На воскресные собрания приходили также и вольнолентяи, хотя сочинения на польском языке вызывали в них нисколько не меньшее отвращение, чем прежние русские «упражнения». Как то, так и другое было занятием сверхпрограммным, а стало быть – излишним. Нельзя, однако, сказать, чтобы вольнолентяи не подчинялись кое-какому влиянию реформированных «литераторов», все время идущих впереди. Нет, старая гвардия тащилась по стопам Зыгера, Валецкого, Боровича, Гонталы, – только, чтобы не тратить слишком уж много драгоценного времени, тайком резалась в карты. От этой компании поступали даже формальные петиции о том, чтобы согласно принципу «соединяй приятное с полезным», узаконить на воскресных собраниях маленький преферанс, но помешанные, как их называли, «литераторы» категорически воспротивились, и никогда чердачок не запятнал себя картежной игрой.
Лишь один-единственный раз там позволили себе «выпивку». В конце третьего квартала, в начале апреля, один из товарищей по классу, сын купца, владельца самого большого и самого старого в городе винного погреба, уведомил Гонталу, что вечером принесет выманенную у матери бутылку старого крепкого вина из особого, семейного подвала. Манек разослал гонцов, назначив начало собрания на девять часов. Борович в этот день допоздна задержался со своими учениками и собрался «на чердачок» лишь около десяти. Ввиду того что ворота Старой Пивоварни были в это время наглухо заперты, он пошел «вечерней дорогой» и, миновав еврейские хибарки, уже хотел проскользнуть в переулок, как вдруг в круге света, падавшем от единственного в этих палестинах фонаря, увидел высокую фигуру в цилиндре и длинном пальто с бобровым воротником.

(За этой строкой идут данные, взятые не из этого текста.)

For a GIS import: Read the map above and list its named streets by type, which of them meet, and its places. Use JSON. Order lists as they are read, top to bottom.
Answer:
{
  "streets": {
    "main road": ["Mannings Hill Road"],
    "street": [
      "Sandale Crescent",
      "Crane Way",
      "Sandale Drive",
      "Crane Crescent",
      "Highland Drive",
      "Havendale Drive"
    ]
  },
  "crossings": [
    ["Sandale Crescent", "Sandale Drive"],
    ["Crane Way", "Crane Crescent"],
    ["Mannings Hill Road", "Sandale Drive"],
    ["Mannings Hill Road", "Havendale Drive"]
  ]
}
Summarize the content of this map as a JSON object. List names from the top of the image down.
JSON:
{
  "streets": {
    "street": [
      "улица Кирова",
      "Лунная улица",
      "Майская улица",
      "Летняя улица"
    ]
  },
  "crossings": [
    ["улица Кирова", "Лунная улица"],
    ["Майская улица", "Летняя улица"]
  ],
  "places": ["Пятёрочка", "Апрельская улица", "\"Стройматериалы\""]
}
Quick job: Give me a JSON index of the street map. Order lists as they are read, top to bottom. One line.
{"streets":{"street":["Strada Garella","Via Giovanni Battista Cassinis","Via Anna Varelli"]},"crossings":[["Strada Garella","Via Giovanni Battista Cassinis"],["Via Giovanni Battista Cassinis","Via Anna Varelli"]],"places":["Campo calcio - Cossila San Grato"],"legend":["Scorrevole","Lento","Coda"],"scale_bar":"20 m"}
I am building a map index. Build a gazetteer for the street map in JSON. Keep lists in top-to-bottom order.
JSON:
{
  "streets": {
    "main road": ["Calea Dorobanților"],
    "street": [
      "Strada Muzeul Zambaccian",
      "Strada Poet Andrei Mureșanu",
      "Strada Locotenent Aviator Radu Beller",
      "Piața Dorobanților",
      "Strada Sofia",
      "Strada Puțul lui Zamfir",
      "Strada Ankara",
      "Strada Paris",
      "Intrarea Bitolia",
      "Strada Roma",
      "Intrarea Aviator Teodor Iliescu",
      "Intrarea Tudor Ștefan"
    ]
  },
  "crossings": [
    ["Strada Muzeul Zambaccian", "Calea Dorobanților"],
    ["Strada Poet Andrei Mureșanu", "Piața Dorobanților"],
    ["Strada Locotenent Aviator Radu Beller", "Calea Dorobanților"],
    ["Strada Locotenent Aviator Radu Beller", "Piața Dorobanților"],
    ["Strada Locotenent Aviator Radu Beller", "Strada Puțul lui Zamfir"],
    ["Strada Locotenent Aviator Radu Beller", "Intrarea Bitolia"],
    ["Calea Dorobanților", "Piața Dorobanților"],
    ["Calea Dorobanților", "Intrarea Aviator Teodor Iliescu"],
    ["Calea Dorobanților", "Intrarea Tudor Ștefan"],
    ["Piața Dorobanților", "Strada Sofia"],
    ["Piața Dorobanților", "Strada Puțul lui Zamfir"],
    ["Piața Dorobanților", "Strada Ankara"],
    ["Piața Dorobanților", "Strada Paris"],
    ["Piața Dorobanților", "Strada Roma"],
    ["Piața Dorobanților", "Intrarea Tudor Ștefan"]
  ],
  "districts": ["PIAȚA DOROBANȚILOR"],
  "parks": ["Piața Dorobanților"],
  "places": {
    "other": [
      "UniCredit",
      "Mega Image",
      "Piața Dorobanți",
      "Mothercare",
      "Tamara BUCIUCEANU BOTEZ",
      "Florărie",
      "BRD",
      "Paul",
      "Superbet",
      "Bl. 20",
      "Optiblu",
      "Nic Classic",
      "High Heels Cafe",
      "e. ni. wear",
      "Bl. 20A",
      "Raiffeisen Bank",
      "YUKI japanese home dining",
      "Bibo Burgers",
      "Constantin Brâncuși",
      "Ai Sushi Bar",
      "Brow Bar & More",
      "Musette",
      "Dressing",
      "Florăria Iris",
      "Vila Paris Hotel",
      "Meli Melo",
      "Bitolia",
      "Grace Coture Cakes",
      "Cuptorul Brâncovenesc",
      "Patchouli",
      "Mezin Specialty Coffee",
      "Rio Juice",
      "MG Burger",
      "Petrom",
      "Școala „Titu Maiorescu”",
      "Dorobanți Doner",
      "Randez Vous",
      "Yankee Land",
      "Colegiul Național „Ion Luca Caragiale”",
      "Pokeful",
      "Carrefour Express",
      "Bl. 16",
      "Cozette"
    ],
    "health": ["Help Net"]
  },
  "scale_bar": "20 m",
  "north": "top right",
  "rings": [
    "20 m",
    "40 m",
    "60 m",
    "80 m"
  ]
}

– Маевский, – прошептал Борович, пытаясь привести в порядок смятенные мысли и немедленно найти средство спасения для себя и товарищей. Не успев еще что-нибудь предпринять, он инстинктивным движением укрылся между бревнами, которые огромными штабелями были сложены на пустыре, у самого поворота на грязную топкую уличку, присел на корточки, сжался в комок и не спускал глаз с движущегося во мраке темного силуэта.
Маевский приблизился к переулку, некоторое время постоял там, видимо пытаясь ориентироваться, затем пустился вниз к речке. Калоши его хлюпали по липким, вязким, только что оттаявшим кочкам никогда не просыхающего болота; трость, которой он нащупывал в потемках дорогу, постукивала о разбросанные тут и там камни. Когда он уже был на берегу канала, Борович вышел из своего убежища и стал следить за его передвижениями с расстояния тридцати – сорока шагов. Маевский остановился у мостков и, вероятно, смотрел на оконце Гонталы, светившееся в вышине, так как его цилиндр, заметный в бледной полосе света, был сильно откинут назад. Борович тоже задрал голову и с беспокойством смотрел, не видит ли отсюда шпион головы собравшихся товарищей. Однако ни лиц, ни даже силуэтов видно не было. Лишь изредка на окно ложилась чья-нибудь увеличенная тень. Вдруг сверкнул огонек: это господин Маевский зажег спичку и, держа ее в руках, переходил по бревну через канал. Вскоре огонек погас, и Борович потерял из виду фигуру блюстителя гимназической нравственности. Он был уверен, что Маевский прекрасно осведомлен о «дыре Эфиальтеса», что он уже отодвинул доску и находится в саду.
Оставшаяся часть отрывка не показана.